Вот мой внутренний взгляд, внутреннее понимание явления, о котором размышляю тридцать лет, которое хотела понять вся наша литература и так и оставила его. Не разгадав, несмотря на кажущуюся его простоту и элементарность. «Пришли новые люди, всем нагрубили и всех прогнали». Да, они «нагрубили», как остготы римлянам: и ведь никогда римлянин не мог понять вестгота!
* * *
Я продолжу о состоянии симбирской гимназии в 1871–1873 годах, так как этот маленький уголок и за небольшое время был, в сущности, тою культурною «молекулою», которая повторялась на протяжении всей России и обнимает приблизительно 30 лет перелома в ее жизни — перелома, до такой степени важного, что я не умею сравнить с ним никакой другой фазис ее истории. «Рождался новый человек» — этим все сказано, ибо из человека родится его история: и когда появилось новое в человеке, то уже наверное все и в истории пойдет иначе.
Вся гимназия разделилась на «старое» и «новое», разделилась в учениках, в учителях.
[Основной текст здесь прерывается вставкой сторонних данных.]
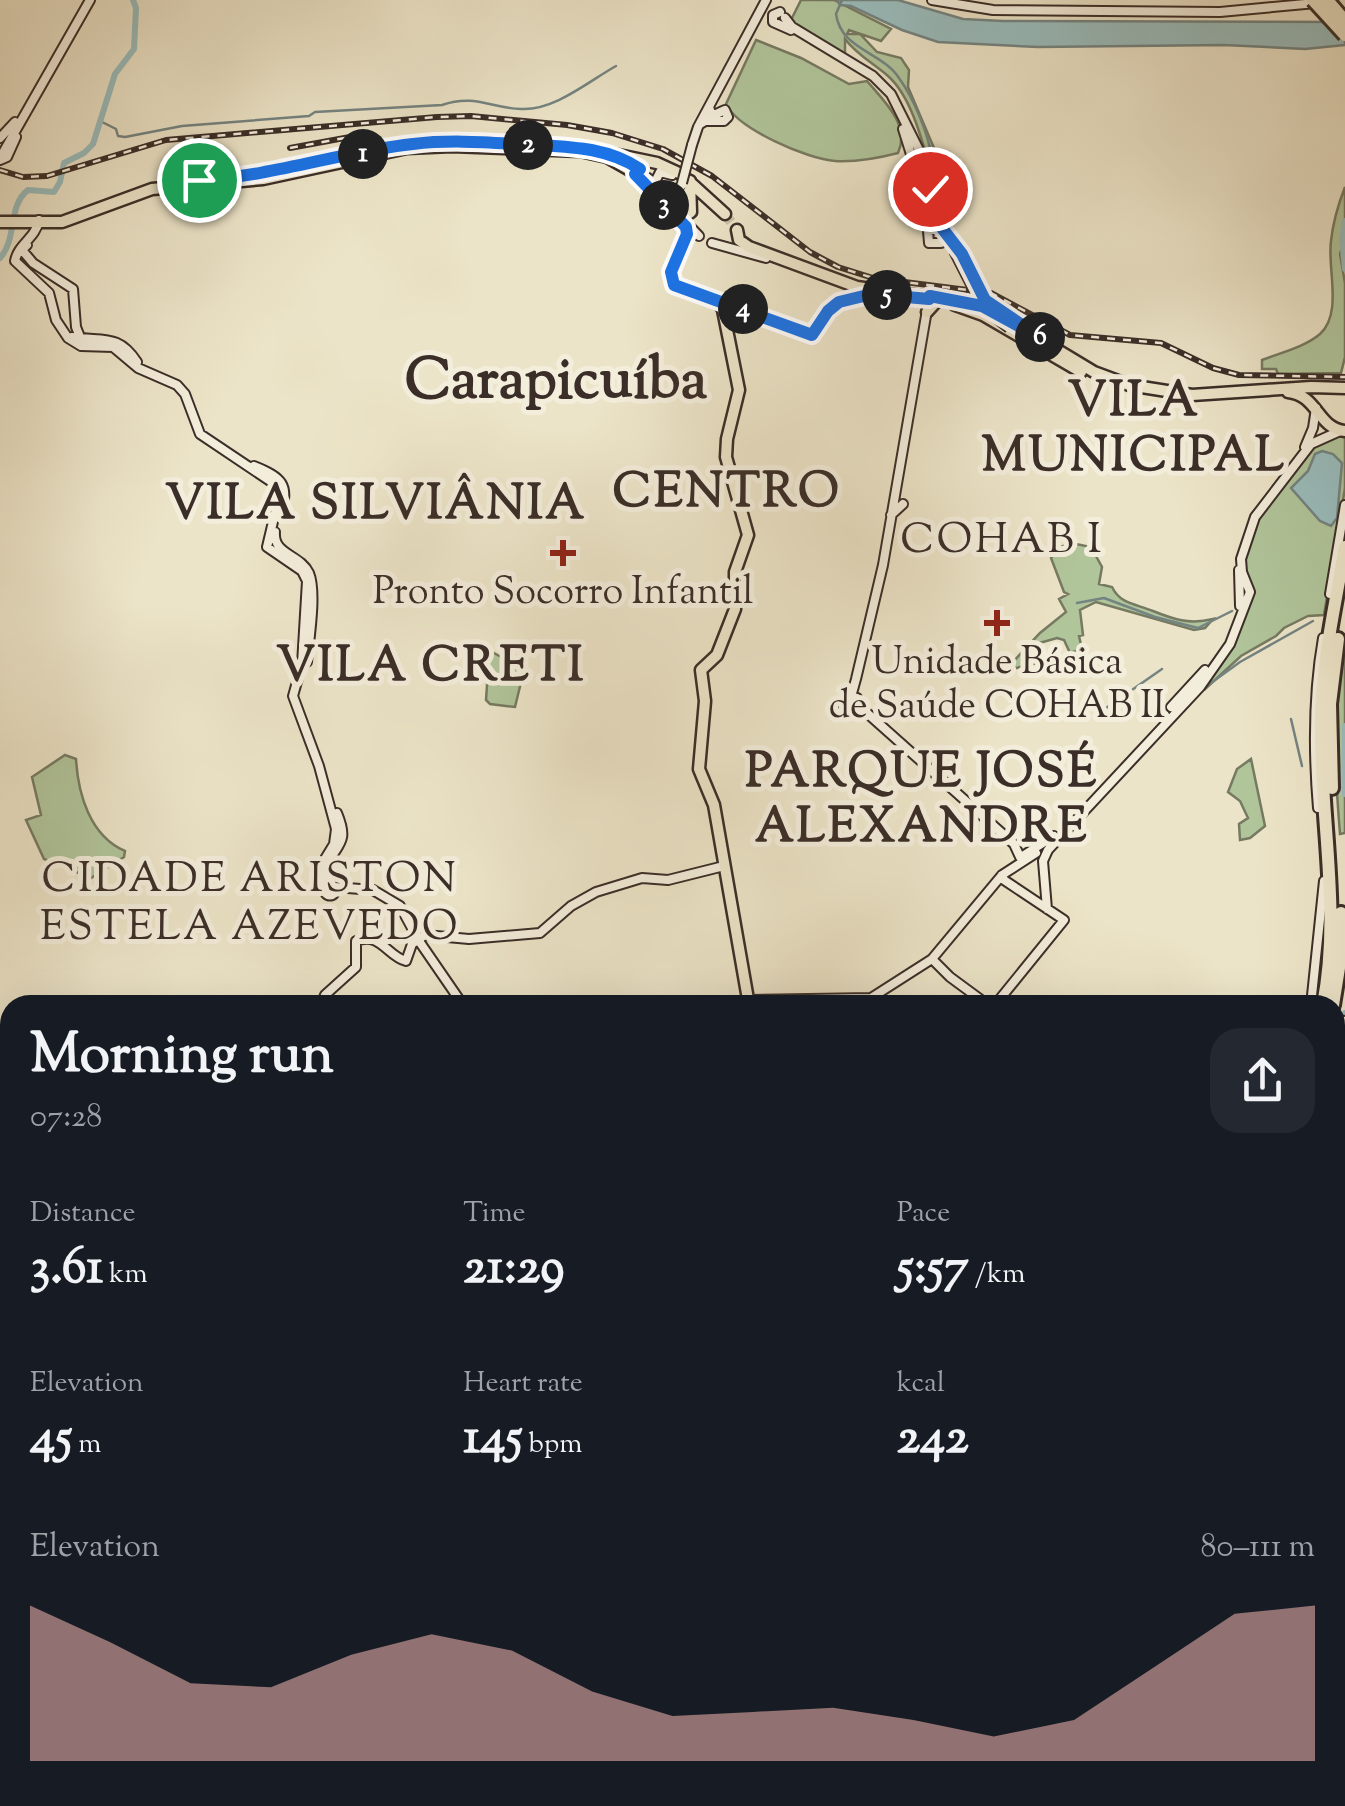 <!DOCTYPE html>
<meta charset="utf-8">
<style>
:root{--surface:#171b24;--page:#242831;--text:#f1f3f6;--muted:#9ea1a6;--accent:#c59692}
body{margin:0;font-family:"Sorts Mill Goudy",serif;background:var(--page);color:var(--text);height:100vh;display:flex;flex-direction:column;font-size:38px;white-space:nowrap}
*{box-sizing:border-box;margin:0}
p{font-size:32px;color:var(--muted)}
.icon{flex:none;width:55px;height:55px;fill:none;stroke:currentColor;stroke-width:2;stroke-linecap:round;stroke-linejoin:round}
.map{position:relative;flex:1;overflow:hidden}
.drawer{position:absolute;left:0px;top:995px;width:1345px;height:812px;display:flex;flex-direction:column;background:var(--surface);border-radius:30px 30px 0 0;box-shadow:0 10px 40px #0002}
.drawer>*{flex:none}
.pin{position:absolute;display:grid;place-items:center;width:85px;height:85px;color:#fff;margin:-42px;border:5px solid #fff;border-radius:50%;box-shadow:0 2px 10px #0007}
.km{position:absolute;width:50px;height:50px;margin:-25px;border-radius:50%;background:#222;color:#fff;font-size:28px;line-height:50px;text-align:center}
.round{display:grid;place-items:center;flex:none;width:105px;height:105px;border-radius:30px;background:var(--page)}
.headline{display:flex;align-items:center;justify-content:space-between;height:170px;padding:0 30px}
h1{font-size:55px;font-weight:700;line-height:75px}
.figures{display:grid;grid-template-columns:repeat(3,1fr);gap:15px;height:170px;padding:10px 30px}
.figures div{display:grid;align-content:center}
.figures b{font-size:50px;font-weight:700}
.figures small{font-size:28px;font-weight:400}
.figures p{font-size:28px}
.chart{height:280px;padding:20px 30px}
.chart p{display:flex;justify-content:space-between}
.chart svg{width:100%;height:180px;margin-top:10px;fill:var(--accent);opacity:.7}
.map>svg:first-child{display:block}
</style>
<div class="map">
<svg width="1345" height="1806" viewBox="0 0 1345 1806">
<rect width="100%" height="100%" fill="#ece4c8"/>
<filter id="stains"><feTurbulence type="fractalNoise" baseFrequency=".002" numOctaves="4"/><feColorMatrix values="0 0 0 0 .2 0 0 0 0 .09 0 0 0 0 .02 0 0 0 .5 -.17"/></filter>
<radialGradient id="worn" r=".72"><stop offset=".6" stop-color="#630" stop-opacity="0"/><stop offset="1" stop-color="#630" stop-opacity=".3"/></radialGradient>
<path fill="#b1c59b" stroke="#767a62" stroke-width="2.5" d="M801 0H834L891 29 881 41 849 30 847 34H860L877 52 901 58 909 70 908 87 934 148 938 177 933 179C924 148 913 98 888 76 873 63 857 55 845 39V54L790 22Z
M756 40 801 58 849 84 867 81C883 100 911 125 898 153 879 158 854 162 835 161 807 159 738 129 726 104Z
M1345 187V237L1340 254 1345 283V357L1341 373 1278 374 1276 369H1262V360C1280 353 1305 347 1320 334 1343 313 1327 268 1331 241 1333 222 1338 205 1345 187Z
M1339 434 1345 435V488L1324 615 1308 616 1284 628 1276 636 1241 656 1204 690 1222 660 1252 588 1242 570 1253 523 1313 442Z
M1071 543 1091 547 1102 567 1099 584 1112 587C1120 604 1136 604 1153 611 1173 619 1189 625 1213 619L1205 628 1194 630 1096 602 1080 610 1083 635 1079 636 1082 649 1070 653 1064 640 1057 638 1036 644 1040 662 997 673 993 664 999 670 1006 662 1010 665 1040 633 1066 612 1059 599 1068 594 1064 592 1051 558 1058 548Z
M1342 644 1345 645V833L1340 834C1335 771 1330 706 1342 644Z
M494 653 524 670 515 707 490 704 486 700 489 656Z
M65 755 76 759C78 794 90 836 125 851L124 857 91 878 44 859 26 820 41 815 32 777Z
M1251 759 1265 826 1250 838 1240 840 1239 824 1248 818 1240 801 1228 792 1237 769Z
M0 1132 10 1133V1224L2 1246Z"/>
<path fill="#9abdbd" stroke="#748481" stroke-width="2.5" d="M837 0H898L963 19 1003 21 1345 22V45L1305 49 1224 45 1038 47 938 42 902 30 851 6 840 5Z
M1322 451 1333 454 1342 463 1337 518 1331 526 1320 521 1291 488 1308 471 1315 454Z"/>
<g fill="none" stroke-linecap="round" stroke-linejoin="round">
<path stroke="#748481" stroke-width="2.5" d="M842 0 836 14C841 50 881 51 899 78 914 99 927 131 932 157 936 173 934 187 942 202
M100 121 116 129 118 136 125 137 182 126 309 116 315 112 442 105C475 94 490 108 521 109 554 111 589 81 616 66
M1077 603 1104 598 1155 617 1198 628 1232 611
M1211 683 1240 662 1313 621
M1106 708 1162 669
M1291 719 1302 766
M0 1077 6 1078
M0 1226 10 1256
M1335 1302H1345
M0 1457 10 1465"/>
<path stroke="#9abdbd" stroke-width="6" d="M1345 221 1342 238 1345 269
M0 258C18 238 7 206 28 190L54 192 60 182 64 163 84 153 93 144 115 74 134 49 136 8 133 0
M1345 726V794
M1335 1057 1345 1013
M1335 1793 1345 1800
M1326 1798 1330 1806"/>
<path stroke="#c9c0a8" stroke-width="8" stroke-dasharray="8 4" stroke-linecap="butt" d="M665 196 679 211"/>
<path stroke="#c9c0a8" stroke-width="10" stroke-dasharray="10 5" stroke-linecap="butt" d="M725 214 737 230"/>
<g stroke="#3b2e28" stroke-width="12">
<path id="secondary" d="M932 0 993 10 1220 12 1316 3
M780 12 773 15V22L791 30
M785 18 792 27 873 76 891 94 919 150 946 233 941 243H929L928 231 942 228
M700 124 705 121H724L728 117 725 110 712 116 709 107
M903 129 914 164 926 190
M0 138 15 122
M692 145 698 127 766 0
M0 158 90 0
M622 158 666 192H674L682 185
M0 160 7 157 16 137
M655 182 660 172 672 175
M688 191 677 206V213L699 236
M39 220C36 238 18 244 15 261L49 293 56 320 68 338 81 346 113 347 138 368 177 385 185 394 200 434 273 483 280 492 267 547 302 571 307 581 302 664 293 696 319 766 336 829 334 844 320 867 326 887
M946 233 957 248
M712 243 766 258
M27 245 22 250 33 263 73 289 76 327 82 342
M72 337C103 342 118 333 137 362
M1305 447 1313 428 1316 408
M254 466C282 477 290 485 281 514
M891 515 903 504
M275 532C273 555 300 554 309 573 317 592 309 640 307 662
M1239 570 1240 606
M1330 594 1345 505
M851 697 857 698 859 704 846 711 843 703 851 697 856 679 883 565 927 310
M858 705 1014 844 1020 857
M1171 707 1205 670
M1318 808C1313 749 1313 695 1323 638
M1021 857 1054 836
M324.5 890a5.5 5.5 0 1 1 11 0a5.5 5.5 0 1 1-11 0Z
M332 885 326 866C339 842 349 842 337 813
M335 887 373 890 400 906 419 941 463 1005
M1047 909 1043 861 1048 850 1200 687 1230 644 1250 592 1242 572 1241 559 1255 517 1311 444 1340 431
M932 959 950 977 988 1005
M748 1000 871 998 932 959 1002 875 1036 853
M321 1005 325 995 356 967V941C380 931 387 956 406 961L412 944 425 935 469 939 540 933 571 906 596 892 642 878 668 880 724 866
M573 1005H612
M995 1005 1064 920 1004 880 1002 875
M1311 1005 1324 881
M1335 1019 1345 1021
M1335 1073 1345 1036
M1335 1363 1345 1364
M1271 1798V1806
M329 1806V1798
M649 1806 658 1798
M1030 1806 1032 1798
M1041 1806 1043 1798
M1243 1806 1244 1798"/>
</g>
<g stroke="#3b2e28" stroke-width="15">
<path id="primary" d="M508 144 512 137H517L526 145
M609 153 657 163 681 174 725 214
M684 217 691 212 690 181
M0 222H62L152 189 263 179 407 148 452 146 580 151 607 157 635 173 686 227 687 233 671 272 674 284 812 335 834 304 872 294
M737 230 739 240 749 247 857 287 983 305 1094 372 1129 385 1192 395 1311 387 1345 388
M718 300 723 310 739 390 727 439 726 457 748 535 735 572V609L717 655 701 670 705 701 699 769 714 805 749 1005
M955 305 983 315 1081 372
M927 312 937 301
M1288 392C1318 395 1317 428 1345 431
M707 1798 715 1806"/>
</g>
<g stroke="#3b2e28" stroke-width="18">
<path id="motorway" d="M1332 788 1330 704 1338 639
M1323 1005C1341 913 1321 823 1321 730 1320 668 1335 608 1345 547
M1333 1005 1339 968 1341 913
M1335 1522 1345 1519
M1335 1564 1345 1551
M1251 1806 1252 1798
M1260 1806 1261 1798"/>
</g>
<use href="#secondary" stroke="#f3eddb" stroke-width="8"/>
<use href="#primary" stroke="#ece4c8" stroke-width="10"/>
<use href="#motorway" stroke="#ece4c8" stroke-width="12"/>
<g stroke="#3b2e28" stroke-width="6">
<path id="rail" d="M290 148 350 137
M0 170 23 177 47 176 166 140 437 117 471 116 567 125 612 133 663 149 712 176 810 252 838 267 873 278 991 293 1070 335 1161 343 1213 368 1239 375 1345 377"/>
</g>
<use href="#rail" stroke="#f3eddb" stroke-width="2.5" stroke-dasharray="8" stroke-linecap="butt"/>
<g stroke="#3b2e28" stroke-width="12" stroke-linecap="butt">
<path id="secondary-bridge" d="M682 183 692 145
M954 251 983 308 1009 328
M980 291 987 302 1010 316"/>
</g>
<g stroke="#3b2e28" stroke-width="18" stroke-linecap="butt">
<path id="motorway-bridge" d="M1313 0 1345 35
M1327 0 1345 21"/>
</g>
<use href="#secondary-bridge" stroke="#f3eddb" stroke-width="8"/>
<use href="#motorway-bridge" stroke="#ece4c8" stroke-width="12"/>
</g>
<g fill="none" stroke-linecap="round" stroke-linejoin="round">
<g stroke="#fff" stroke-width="20">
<path id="route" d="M199 180C276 176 339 152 413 144 454 139 495 143 537 145 574 147 608 148 640 169L635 174 686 227 687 234 671 272 674 285 812 335 828 311 839 302 872 294 929 299 930 296 982 306 1044 340 985 300 962 254 942 228 930 189"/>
</g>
<use href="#route" stroke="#1a73e8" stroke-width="12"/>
</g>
<g fill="#8f2418" stroke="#f3eddb" stroke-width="4">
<path d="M558 538h10v10h10v10h-10v10h-10v-10h-10v-10h10z"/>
<path d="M992 608h10v10h10v10h-10v10h-10v-10h-10v-10h10z"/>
</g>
<g text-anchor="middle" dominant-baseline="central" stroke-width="10" stroke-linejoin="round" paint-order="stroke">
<g font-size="38" fill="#3b2e28" stroke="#f3eddb">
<text x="563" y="594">Pronto Socorro Infantil</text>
<text x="997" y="664">Unidade Básica<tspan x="997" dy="44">de Saúde COHAB II</tspan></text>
</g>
<g font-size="42" letter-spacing="2.5" fill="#3b2e28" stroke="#f3eddb">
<text x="1002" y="542">COHAB I</text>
<text x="250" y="881">CIDADE ARISTON<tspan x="250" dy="48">ESTELA AZEVEDO</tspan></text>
</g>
<g font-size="48" font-weight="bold" letter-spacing="2.5" fill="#3b2e28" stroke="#f3eddb">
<text x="1134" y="403">VILA<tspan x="1134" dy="55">MUNICIPAL</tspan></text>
<text x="727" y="494">CENTRO</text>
<text x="376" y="506">VILA SILVIÂNIA</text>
<text x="431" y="668">VILA CRETI</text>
<text x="922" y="774">PARQUE JOSÉ<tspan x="922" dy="55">ALEXANDRE</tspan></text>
</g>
<g font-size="58" font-weight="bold" fill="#3b2e28" stroke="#f3eddb">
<text x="556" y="383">Carapicuíba</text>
</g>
</g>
<rect width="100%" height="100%" filter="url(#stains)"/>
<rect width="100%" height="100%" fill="url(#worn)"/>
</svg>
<div class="pin" style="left:199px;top:180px;background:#1e9e55"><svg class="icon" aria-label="arrive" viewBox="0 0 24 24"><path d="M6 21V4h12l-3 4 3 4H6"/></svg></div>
<div class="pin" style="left:930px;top:189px;background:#d93025"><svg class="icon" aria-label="check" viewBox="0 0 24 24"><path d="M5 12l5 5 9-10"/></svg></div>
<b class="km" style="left:363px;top:154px">1</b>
<b class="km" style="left:528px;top:145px">2</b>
<b class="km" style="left:664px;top:205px">3</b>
<b class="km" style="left:743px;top:309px">4</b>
<b class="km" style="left:887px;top:295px">5</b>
<b class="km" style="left:1040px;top:337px">6</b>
<section class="drawer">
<div class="headline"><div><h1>Morning run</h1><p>07:28</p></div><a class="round"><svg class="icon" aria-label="share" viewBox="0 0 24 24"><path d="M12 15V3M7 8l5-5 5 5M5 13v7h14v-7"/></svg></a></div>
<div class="figures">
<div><p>Distance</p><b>3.61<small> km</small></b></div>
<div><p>Time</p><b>21:29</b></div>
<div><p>Pace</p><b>5:57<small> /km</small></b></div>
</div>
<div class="figures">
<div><p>Elevation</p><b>45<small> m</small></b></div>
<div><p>Heart rate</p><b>145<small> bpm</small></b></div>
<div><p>kcal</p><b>242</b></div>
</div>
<div class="chart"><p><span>Elevation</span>80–111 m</p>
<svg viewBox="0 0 160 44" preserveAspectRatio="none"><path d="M0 44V6L10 15L20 25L30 26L40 18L50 13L60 17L70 27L80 33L90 32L100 31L110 34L120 38L130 34L140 21L150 8L160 6V44z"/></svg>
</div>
</section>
</div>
Нового было меньше, около 1/4, 1/5. Но в каждом классе, начиная с самых маленьких (приблизительно с 3-го), была группа лично связанных друг с другом учеников, которые точно китайскою стеною были отделены от остальных учеников, от главной их массы, без вражды, без споров, без всякой распри просто равнодушием! Теперь, 35 лет спустя, это нашло себе выражение в терминах: «сознательный», «бессознательный», «сознательное», «бессознательное». Термин очень удачен, ибо он попадает точь-в-точь в суть явления. Тогда этого имени и самого слова не было. Не попадало на язык. Но явление было точь-в-точь то самое, которое теперь охватывается этим явлением.
Масса учеников, 3/4 или 4/5, были, так сказать, реалистами текущего момента. Папаши с мамашами, или, грубее (потому что в их лагере все было грубо), официальные «родители», «власть имущие», отдали их в гимназию. Гимназия, «казенное заведение»- это было что-то еще более «власть имущее», нежели сами родители. Робкая, смирная, недалекая, ленивая душа этих учеников, смесь сатиры и идиллии, снизу вверх с необоримым страхом взирала на эту как бы железную крышу всяческих «властей», домашних и городских, семейных и государственных, и, подавленная, только думала об исполнении. Исполнение — оно скучно, сухо. Это «учеба уроков» и «хорошее поведение». Нужна и поэзия: поэзией и утешением, грубее — развлечением для них служили драки, плутовство, озорство, ложь, обман, в старших классах — кутежи, водка и тайный ночной дебош. Как заключение этого подготовления, как награда за скучные учебные годы, давалась и получалась «казенная служба», такая или иная, смотря по выбору, склонностям, успехам и связям или общественному положению родителей. В основе все это было лениво и косно. Было формально и без всякой сути в себе. Тоже удачно было это названо в 80-х годах «белым нигилизмом». Тут не было ни отечества, ни веры, но формы «отечества» и «веры» были. Стояли какие-то мертвые скелеты, риторические выспренности, и им поклонялись мертвым поклонением высушенные мумии, просто с тусклым в себе «я», без порыва, без идеала, без «будущего» в смысле мечты и вообще чего-нибудь, отличного от «того, что есть».